━━━━━ AVAILABLE DATA ━━━━━

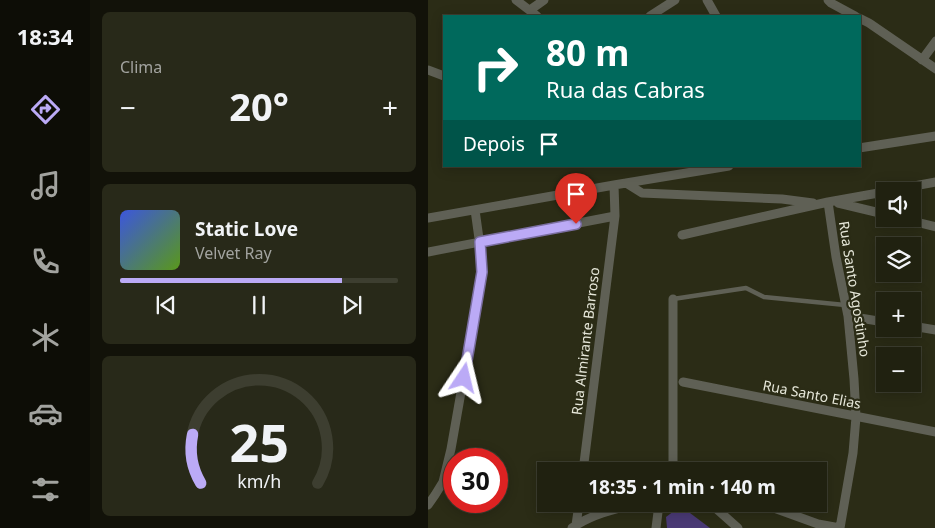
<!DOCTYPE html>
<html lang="pt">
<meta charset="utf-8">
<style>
:root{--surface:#202110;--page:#282919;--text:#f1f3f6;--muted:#a2a39f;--line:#3d3e30;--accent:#bbaaf6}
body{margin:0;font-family:"Noto Sans",sans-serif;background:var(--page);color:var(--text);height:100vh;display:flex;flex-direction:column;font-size:19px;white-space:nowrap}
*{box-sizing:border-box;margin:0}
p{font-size:16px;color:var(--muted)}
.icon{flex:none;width:28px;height:28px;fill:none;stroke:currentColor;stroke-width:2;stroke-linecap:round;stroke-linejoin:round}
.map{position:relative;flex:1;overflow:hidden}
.sheet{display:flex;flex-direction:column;gap:12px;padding:12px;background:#121209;width:338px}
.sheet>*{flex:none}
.top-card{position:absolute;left:15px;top:15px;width:418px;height:152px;border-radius:0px;box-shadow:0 2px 12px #0003,0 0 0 1px var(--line);background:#00695c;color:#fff;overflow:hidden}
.buttons{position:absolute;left:448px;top:182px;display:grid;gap:10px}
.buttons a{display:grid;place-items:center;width:45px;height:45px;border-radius:0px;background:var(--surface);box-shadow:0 2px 12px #0003,0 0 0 1px var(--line);font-size:25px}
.speed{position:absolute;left:15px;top:448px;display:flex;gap:10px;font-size:25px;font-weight:700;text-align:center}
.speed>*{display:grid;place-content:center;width:65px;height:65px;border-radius:50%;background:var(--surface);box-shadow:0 2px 12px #0003,0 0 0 1px var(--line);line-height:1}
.speed .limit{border:8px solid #d22;background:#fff;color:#111}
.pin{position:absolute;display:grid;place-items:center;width:42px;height:42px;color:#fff;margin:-51px -21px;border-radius:50% 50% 50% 0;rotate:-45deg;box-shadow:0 0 5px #0007}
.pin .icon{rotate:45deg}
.me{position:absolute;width:55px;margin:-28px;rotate:10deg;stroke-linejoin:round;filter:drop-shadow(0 0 4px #0008)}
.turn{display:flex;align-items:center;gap:18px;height:105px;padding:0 20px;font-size:22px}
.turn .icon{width:65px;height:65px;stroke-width:2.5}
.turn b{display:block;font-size:35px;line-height:42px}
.then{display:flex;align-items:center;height:48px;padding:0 20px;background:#0003;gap:10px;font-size:19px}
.big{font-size:38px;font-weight:700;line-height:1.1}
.sheet .widget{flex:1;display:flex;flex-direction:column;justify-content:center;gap:8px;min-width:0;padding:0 18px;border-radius:8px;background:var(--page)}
.sheet .dial{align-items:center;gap:0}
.dial svg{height:130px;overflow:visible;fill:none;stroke:var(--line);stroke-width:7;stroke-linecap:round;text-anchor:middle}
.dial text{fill:var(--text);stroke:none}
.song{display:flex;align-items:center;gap:15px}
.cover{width:60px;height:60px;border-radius:8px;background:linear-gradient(135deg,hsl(230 70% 55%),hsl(90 70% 35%))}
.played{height:5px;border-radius:2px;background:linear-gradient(90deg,var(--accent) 80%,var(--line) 80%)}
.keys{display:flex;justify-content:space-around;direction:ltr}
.heat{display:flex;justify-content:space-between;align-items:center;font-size:28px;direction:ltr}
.trip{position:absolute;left:109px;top:462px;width:290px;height:50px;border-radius:0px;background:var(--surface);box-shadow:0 2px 12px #0003,0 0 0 1px var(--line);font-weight:700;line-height:50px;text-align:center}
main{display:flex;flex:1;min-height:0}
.tabs{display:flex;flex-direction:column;width:90px;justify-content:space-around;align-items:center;background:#0d0d06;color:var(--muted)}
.tabs .icon{width:35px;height:35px}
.tabs .active{color:var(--accent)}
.tabs b{font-size:22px;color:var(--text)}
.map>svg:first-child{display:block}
.green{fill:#4a3a75}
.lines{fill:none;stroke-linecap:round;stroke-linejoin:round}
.lane{stroke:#5f6055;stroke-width:4.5}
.street{stroke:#5f6055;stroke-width:9}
.route-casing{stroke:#7a6ea0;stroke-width:12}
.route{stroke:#bbaaf6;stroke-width:9}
.labels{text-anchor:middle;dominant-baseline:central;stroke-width:4.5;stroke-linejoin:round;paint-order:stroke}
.street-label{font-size:14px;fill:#e6e7d9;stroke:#2b2c16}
</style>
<main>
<nav class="tabs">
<b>18:34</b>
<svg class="icon active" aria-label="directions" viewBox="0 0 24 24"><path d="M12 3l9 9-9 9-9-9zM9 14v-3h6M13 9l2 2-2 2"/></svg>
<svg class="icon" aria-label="music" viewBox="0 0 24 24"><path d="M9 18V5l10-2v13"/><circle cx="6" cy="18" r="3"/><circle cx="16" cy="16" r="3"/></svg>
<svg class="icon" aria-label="phone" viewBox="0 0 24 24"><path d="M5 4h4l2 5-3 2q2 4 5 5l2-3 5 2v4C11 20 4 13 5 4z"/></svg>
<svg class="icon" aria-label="climate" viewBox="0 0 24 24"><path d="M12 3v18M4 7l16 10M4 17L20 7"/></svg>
<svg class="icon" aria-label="car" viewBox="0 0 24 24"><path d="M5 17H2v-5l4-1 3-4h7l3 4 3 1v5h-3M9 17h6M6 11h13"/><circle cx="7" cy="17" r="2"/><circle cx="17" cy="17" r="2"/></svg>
<svg class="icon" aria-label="filters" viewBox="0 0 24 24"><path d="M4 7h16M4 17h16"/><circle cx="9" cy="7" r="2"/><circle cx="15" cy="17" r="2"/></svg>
</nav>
<section class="sheet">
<div class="widget"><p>Clima</p>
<div class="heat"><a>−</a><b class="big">20°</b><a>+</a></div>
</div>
<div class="widget">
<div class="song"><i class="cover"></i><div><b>Static Love</b><p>Velvet Ray</p></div></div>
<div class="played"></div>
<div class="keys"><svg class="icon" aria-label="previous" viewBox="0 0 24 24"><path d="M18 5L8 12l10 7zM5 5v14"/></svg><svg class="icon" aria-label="pause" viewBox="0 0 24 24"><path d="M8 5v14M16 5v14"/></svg><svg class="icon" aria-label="next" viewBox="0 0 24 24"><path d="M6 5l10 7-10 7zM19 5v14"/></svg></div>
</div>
<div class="widget dial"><svg viewBox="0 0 100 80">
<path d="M14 69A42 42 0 1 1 86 69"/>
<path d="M14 69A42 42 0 0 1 9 39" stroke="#bbaaf6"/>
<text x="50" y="56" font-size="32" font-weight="700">25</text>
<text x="50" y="72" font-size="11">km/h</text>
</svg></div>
</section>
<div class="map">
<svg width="508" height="528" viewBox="0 0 508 528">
<rect width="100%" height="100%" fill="#2b2c16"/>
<path class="green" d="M258,510l24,18h-43l-1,-11 8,-6z"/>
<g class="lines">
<path class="lane" d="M245,299l73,-11 18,9 81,8"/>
<path class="street" d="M88,0l21,16
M279,0l9,16
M400,0l3,3 24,13
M102,10l14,-10
M222,16l25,-16
M431,18l10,5 67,46
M494,60l14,-19
M0,70l16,6
M431,148l77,-12
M198,183l16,10 140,6 31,4
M459,191l49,-9
M400,202l8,55 12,59 6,63 2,38 -3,36 -13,75
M410,203l46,11
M0,218l186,-33 115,-19
M476,219l32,8
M254,235l146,-33 56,-10
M0,252l187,-36
M245,299v172
M420,316l36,6
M484,326l24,4
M255,382l253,50
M155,471l32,-255 -1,-31
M283,504l27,24
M335,504l55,20 22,4
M0,505l7,-10 8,-13 8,-33 31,-176v-13l-7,-50
M148,525l3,-21
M144,528c18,-13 42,-19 63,-24
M228,528l3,-24"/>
</g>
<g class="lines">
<defs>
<path id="route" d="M36,378l18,-106 -2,-30 96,-18"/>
</defs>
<use href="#route" class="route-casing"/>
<use href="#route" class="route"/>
</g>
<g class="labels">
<g class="street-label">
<text transform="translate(427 289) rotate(81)">Rua Santo Agostinho</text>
<text transform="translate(157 341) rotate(-83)">Rua Almirante Barroso</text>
<text transform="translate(384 394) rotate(11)">Rua Santo Elias</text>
</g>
</g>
</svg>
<div class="buttons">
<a><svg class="icon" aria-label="sound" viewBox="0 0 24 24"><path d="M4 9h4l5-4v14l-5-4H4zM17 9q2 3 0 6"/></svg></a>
<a><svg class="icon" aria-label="layers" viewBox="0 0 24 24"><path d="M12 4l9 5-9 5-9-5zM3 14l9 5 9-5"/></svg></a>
<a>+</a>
<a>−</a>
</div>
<div class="speed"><div class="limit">30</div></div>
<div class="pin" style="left:148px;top:224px;background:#d93025"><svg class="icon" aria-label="arrive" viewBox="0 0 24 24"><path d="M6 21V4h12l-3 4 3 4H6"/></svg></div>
<svg class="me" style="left:36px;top:378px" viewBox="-20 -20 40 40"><path d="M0-17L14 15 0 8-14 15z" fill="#bbaaf6" stroke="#fff" stroke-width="4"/></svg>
<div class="trip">18:35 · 1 min · 140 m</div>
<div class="top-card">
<div class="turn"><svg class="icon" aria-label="right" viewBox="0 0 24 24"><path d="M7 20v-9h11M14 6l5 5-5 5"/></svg><div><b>80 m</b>Rua das Cabras</div></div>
<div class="then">Depois<svg class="icon" aria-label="arrive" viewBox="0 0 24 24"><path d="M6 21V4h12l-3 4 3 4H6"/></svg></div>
</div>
</div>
</main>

━━━━━

YOUR INSTRUCTIONS
The answer should be a single number giving how many lines in the records hold the word "buttons".

OUTPUT FOR THIS EXERCISE
3